- **Task goal**
Return a faithful copy of all the entries, omitting the images.

- **Entries shown**
* * * * * * * * *
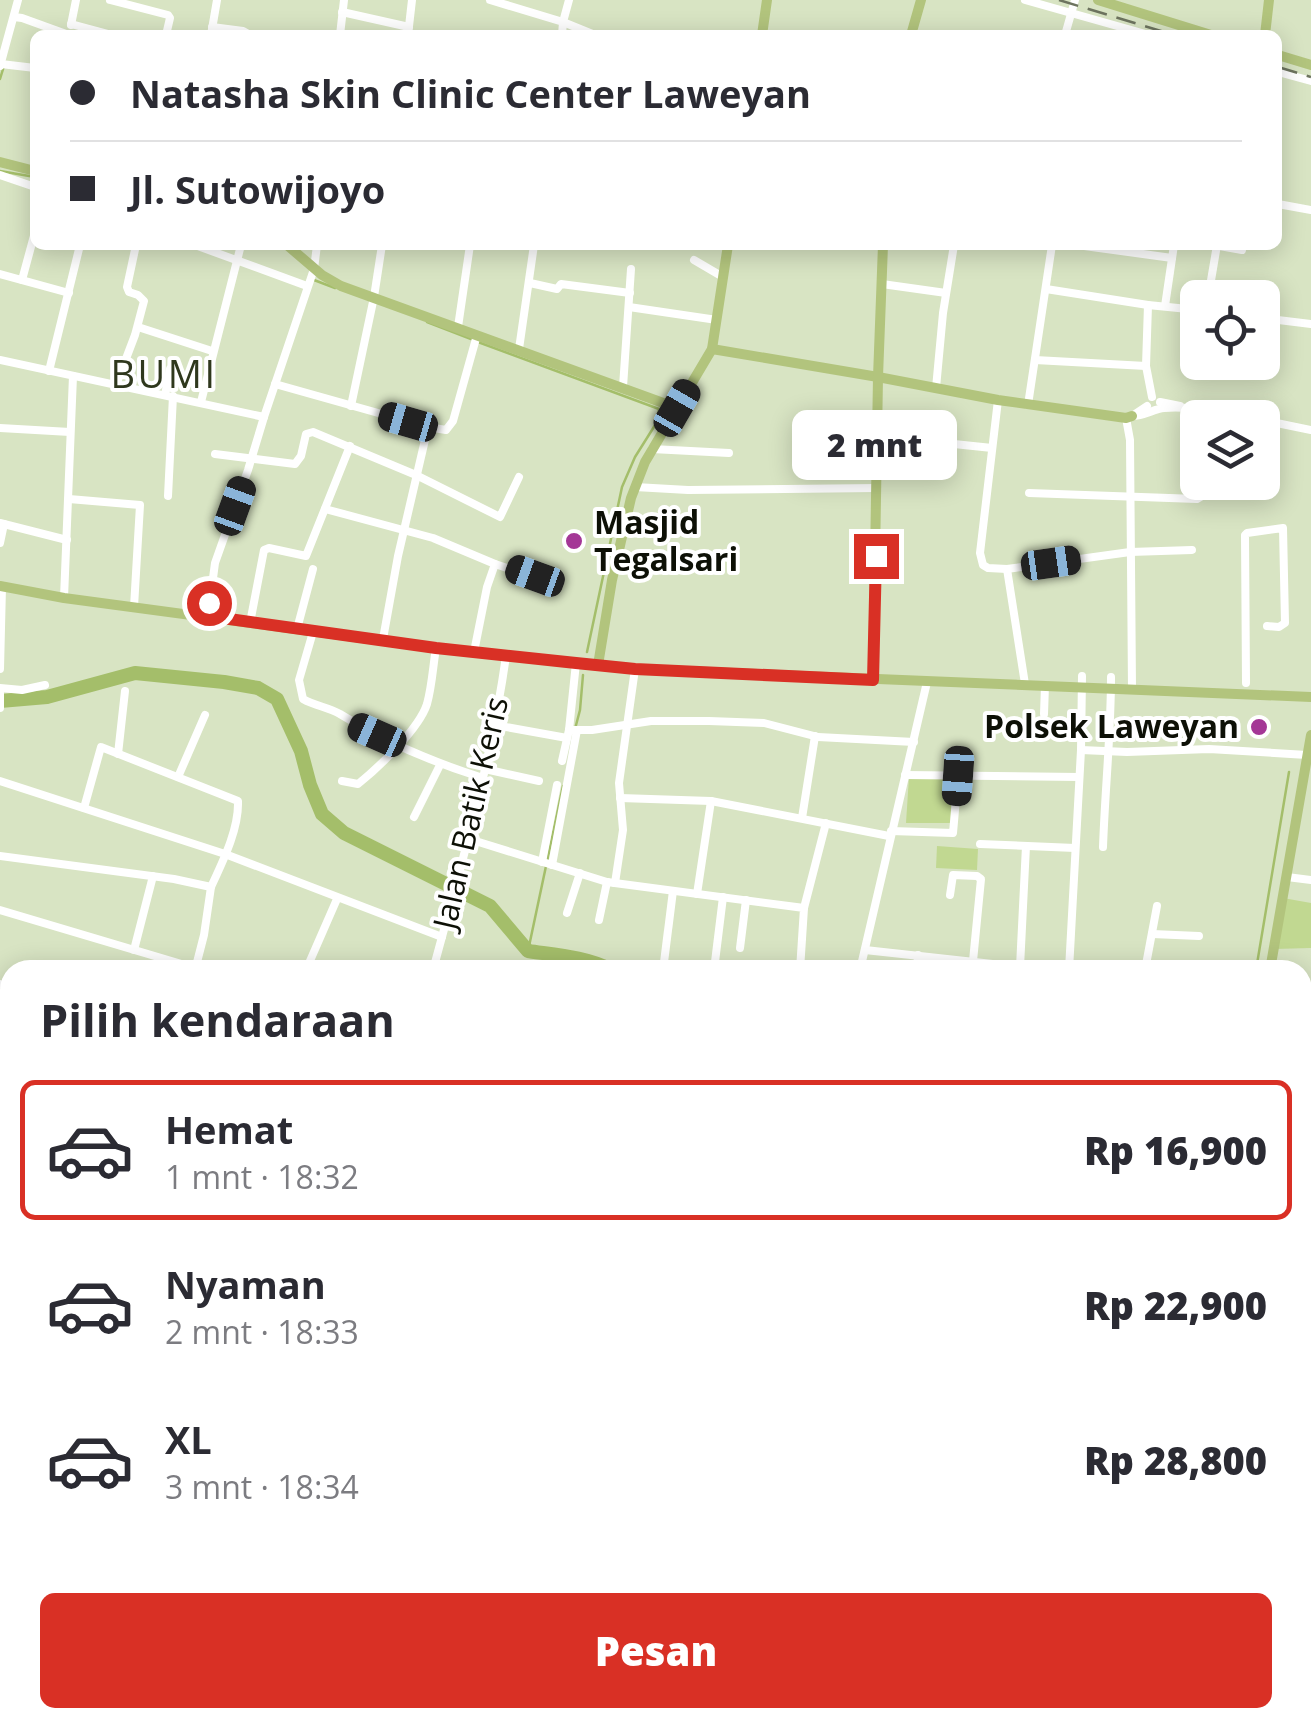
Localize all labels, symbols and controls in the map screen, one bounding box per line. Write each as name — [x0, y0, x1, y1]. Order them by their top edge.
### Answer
text: Natasha Skin Clinic Center Laweyan — [130, 67, 811, 119]
text: Jl. Sutowijoyo — [130, 163, 385, 215]
map controls — [1180, 280, 1280, 500]
button: locate — [1180, 280, 1280, 380]
district label: BUMI — [110, 347, 218, 399]
car — [649, 375, 705, 441]
car — [375, 399, 441, 445]
button: layers — [1180, 400, 1280, 500]
callout: 2 mnt — [794, 411, 958, 481]
text: 2 mnt — [827, 423, 922, 466]
car — [211, 473, 259, 539]
place label: Masjid Tegalsari — [594, 500, 738, 580]
marker: Masjid Tegalsari — [563, 530, 585, 552]
route end — [854, 534, 899, 579]
car — [1019, 544, 1083, 582]
car — [502, 552, 568, 600]
route start — [187, 581, 232, 626]
street label: Jalan Batik Keris — [421, 692, 517, 936]
place label: Polsek Laweyan — [984, 704, 1239, 747]
car — [343, 709, 411, 761]
marker: Polsek Laweyan — [1248, 716, 1270, 738]
car — [941, 745, 975, 807]
text: Pilih kendaraan — [40, 989, 395, 1050]
text: Hemat — [165, 1103, 293, 1155]
icon: car — [45, 1105, 135, 1195]
text: Rp 16,900 — [1084, 1124, 1267, 1176]
text: 1 mnt · 18:32 — [165, 1155, 359, 1198]
text: Nyaman — [165, 1258, 326, 1310]
icon: car — [45, 1260, 135, 1350]
text: Rp 22,900 — [1084, 1279, 1267, 1331]
text: 2 mnt · 18:33 — [165, 1310, 359, 1353]
text: XL — [165, 1413, 212, 1465]
icon: car — [45, 1415, 135, 1505]
text: Rp 28,800 — [1084, 1434, 1267, 1486]
text: 3 mnt · 18:34 — [165, 1465, 359, 1508]
button: Pesan — [40, 1593, 1272, 1708]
* * * * * * * * *
- **Answer for the task**
Localize all labels, symbols and controls in the map screen, one bounding box per line. Write each as name — [x0, y0, x1, y1]. Order them by their top edge.
### Answer
text: Natasha Skin Clinic Center Laweyan — [130, 67, 811, 119]
text: Jl. Sutowijoyo — [130, 163, 385, 215]
map controls — [1180, 280, 1280, 500]
button: locate — [1180, 280, 1280, 380]
district label: BUMI — [110, 347, 218, 399]
car — [649, 375, 705, 441]
car — [375, 399, 441, 445]
button: layers — [1180, 400, 1280, 500]
callout: 2 mnt — [794, 411, 958, 481]
text: 2 mnt — [827, 423, 922, 466]
car — [211, 473, 259, 539]
place label: Masjid Tegalsari — [594, 500, 738, 580]
marker: Masjid Tegalsari — [563, 530, 585, 552]
route end — [854, 534, 899, 579]
car — [1019, 544, 1083, 582]
car — [502, 552, 568, 600]
route start — [187, 581, 232, 626]
street label: Jalan Batik Keris — [421, 692, 517, 936]
place label: Polsek Laweyan — [984, 704, 1239, 747]
car — [343, 709, 411, 761]
marker: Polsek Laweyan — [1248, 716, 1270, 738]
car — [941, 745, 975, 807]
text: Pilih kendaraan — [40, 989, 395, 1050]
text: Hemat — [165, 1103, 293, 1155]
icon: car — [45, 1105, 135, 1195]
text: Rp 16,900 — [1084, 1124, 1267, 1176]
text: 1 mnt · 18:32 — [165, 1155, 359, 1198]
text: Nyaman — [165, 1258, 326, 1310]
icon: car — [45, 1260, 135, 1350]
text: Rp 22,900 — [1084, 1279, 1267, 1331]
text: 2 mnt · 18:33 — [165, 1310, 359, 1353]
text: XL — [165, 1413, 212, 1465]
icon: car — [45, 1415, 135, 1505]
text: Rp 28,800 — [1084, 1434, 1267, 1486]
text: 3 mnt · 18:34 — [165, 1465, 359, 1508]
button: Pesan — [40, 1593, 1272, 1708]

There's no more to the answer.